The film and photo archives of Europe have been thoroughly searched by the filmmaker to be able to document, from the early twentieth century, the recognition of the mentally disabled as equally capable of self-expression and the rating of their output alongside the work of other artists. The development of this acceptance is traced through the doctors in Germany who began to collect the drawings, paintings and objects made by their patients, initially as a part of guiding their treatment. One of these, Hans Prinzhorn, published in 1922 a book that became an immediate bestseller, not least among artists and philosophers of the age.

"Unloading hallucinatory overload onto paper" is how one of the many contemporary experts on the art of the outsider describes the practices of many of the individuals. The French artist Dubuffet legitimated these works—the French Surrealists and even the Spiritualists finding common ground. It was a time when breakdown of social cohesion and religion in rural communities moved many to embrace the practices of "mediums," to freely "guide [the] hand" as a recognized form of expression for participants; the "spiritualists" created an accepting context for the work of patients.

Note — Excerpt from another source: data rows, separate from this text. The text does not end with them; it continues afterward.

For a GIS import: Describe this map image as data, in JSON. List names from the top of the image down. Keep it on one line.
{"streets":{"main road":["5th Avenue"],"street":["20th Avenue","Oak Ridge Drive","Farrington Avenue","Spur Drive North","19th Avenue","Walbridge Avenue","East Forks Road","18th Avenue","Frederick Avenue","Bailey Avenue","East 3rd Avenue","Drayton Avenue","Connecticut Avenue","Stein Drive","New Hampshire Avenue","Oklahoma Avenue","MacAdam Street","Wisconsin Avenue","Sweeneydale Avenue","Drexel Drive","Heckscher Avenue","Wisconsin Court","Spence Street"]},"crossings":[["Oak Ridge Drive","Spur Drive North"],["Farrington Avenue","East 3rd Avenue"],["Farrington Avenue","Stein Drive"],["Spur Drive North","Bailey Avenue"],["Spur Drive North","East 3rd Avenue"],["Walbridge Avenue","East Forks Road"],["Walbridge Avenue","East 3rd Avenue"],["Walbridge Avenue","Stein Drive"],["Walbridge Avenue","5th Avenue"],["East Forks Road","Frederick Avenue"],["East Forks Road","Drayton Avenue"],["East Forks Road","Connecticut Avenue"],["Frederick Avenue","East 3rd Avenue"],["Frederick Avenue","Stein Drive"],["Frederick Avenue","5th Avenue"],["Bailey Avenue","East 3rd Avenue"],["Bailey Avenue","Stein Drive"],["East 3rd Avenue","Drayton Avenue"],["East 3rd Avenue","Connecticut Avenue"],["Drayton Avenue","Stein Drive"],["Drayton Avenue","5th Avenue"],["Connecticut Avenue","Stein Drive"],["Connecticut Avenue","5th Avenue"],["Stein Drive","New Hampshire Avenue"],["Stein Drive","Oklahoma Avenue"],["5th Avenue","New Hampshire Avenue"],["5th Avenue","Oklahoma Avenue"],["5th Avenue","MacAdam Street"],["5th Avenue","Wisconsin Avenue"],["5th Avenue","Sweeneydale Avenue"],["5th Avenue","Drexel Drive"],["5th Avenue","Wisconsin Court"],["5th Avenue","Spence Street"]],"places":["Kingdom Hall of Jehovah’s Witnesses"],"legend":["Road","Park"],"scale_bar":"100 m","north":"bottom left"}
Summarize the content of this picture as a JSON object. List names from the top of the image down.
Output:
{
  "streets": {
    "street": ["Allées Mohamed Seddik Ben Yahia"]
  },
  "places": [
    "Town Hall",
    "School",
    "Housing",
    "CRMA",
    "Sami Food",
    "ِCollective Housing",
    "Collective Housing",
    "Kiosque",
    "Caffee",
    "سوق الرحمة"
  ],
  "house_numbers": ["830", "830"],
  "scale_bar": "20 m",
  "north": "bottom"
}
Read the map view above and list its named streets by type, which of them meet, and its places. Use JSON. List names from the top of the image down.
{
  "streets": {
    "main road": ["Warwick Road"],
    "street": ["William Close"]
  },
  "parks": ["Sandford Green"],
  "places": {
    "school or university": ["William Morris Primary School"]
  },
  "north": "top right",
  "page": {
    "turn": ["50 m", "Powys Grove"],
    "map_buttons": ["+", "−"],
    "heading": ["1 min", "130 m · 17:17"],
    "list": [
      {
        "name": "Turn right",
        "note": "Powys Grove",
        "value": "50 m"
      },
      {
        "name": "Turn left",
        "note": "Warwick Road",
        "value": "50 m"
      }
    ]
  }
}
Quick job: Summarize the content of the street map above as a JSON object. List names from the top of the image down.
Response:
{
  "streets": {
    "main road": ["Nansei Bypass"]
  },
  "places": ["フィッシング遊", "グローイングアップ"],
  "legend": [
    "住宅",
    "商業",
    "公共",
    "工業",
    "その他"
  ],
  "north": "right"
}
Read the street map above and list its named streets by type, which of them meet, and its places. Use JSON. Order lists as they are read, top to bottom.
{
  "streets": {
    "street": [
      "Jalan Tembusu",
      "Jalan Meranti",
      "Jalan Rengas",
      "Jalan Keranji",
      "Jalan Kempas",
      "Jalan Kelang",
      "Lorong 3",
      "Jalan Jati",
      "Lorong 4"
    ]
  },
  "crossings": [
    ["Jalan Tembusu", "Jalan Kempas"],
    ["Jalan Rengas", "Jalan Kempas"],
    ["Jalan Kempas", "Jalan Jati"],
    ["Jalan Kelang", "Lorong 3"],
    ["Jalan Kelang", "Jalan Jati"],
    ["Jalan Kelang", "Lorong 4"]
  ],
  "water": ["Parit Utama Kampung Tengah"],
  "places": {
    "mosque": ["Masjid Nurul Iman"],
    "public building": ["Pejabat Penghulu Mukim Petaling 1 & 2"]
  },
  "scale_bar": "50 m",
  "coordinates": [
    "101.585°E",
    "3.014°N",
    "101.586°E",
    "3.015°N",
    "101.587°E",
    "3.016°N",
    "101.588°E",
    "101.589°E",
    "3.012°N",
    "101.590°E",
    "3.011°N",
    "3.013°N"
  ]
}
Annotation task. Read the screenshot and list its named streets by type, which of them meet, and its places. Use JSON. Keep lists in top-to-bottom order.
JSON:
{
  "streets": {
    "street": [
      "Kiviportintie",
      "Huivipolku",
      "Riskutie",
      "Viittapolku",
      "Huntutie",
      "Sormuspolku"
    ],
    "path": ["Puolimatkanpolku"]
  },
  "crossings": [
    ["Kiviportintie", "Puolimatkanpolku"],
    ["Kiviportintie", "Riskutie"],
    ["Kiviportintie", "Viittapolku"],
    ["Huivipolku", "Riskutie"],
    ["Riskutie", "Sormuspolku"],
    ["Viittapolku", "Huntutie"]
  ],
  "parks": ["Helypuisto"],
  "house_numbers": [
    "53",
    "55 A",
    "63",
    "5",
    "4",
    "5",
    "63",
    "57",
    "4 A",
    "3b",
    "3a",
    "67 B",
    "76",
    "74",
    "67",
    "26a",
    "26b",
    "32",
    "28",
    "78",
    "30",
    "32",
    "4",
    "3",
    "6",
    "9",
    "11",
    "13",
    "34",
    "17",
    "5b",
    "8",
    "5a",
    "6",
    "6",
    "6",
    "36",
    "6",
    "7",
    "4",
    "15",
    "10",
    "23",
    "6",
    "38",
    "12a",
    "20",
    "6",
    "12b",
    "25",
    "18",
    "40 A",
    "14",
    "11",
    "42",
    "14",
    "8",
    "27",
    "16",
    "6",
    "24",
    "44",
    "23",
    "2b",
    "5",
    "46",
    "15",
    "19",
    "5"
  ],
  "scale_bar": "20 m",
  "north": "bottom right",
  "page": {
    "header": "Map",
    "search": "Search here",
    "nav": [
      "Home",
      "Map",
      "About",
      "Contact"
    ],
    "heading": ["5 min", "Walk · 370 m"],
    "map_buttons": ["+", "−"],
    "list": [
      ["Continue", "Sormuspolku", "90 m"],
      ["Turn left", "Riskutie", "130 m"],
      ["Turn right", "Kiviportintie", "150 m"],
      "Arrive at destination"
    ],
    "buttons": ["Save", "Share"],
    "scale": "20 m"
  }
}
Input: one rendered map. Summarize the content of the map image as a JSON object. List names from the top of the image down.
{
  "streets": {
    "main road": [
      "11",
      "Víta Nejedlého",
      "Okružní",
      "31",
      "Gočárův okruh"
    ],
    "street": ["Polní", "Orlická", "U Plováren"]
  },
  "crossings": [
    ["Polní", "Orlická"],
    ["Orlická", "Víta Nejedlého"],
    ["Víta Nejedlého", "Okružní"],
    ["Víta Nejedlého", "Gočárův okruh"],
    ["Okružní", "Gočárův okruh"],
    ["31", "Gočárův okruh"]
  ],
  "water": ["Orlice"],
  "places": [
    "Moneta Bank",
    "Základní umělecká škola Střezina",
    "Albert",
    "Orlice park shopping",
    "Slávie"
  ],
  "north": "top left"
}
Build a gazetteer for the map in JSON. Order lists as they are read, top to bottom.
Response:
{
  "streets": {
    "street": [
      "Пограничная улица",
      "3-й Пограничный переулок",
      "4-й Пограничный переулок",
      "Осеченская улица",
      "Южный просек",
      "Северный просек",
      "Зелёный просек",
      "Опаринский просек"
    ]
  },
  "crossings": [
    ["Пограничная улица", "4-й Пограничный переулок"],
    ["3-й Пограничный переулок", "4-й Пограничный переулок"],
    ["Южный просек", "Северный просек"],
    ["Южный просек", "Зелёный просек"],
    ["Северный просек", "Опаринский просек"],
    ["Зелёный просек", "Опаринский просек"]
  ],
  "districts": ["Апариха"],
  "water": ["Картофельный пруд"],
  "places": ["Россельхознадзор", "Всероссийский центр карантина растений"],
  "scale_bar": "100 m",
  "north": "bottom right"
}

The Company of Art Brut formed by Dubuffet and a group of French artists defined a legitimate area of arts practice. From then on, com-modification became mixed with passionate connoisseurship and a series of rivalries and disagreements about ownership while at the same time following various collections from salon to salon—not least to one of the early flagships of contemporary art, Documenta 5, where in 1972 director Harold Szeeman placed "outsider" works alongside the latest celebrity artists' offerings. It was an attempt to broaden borders around practice and create linking dialogues between such dispersed sources, but it was met with mixed reactions—though not, it seems, from the dealers, who were eager, together with the institutionalization of Dubuffet's collection in Lausanne, to see an official market opportunity opening up. Today, happily, there are ateliers for the mentally disabled where work is sold in support of their care. The film provides a good briefing for newcomers to the topic.

Mike Leggett
Associate, Creativity & Cognition Studios, University of Technology Sydney, Australia.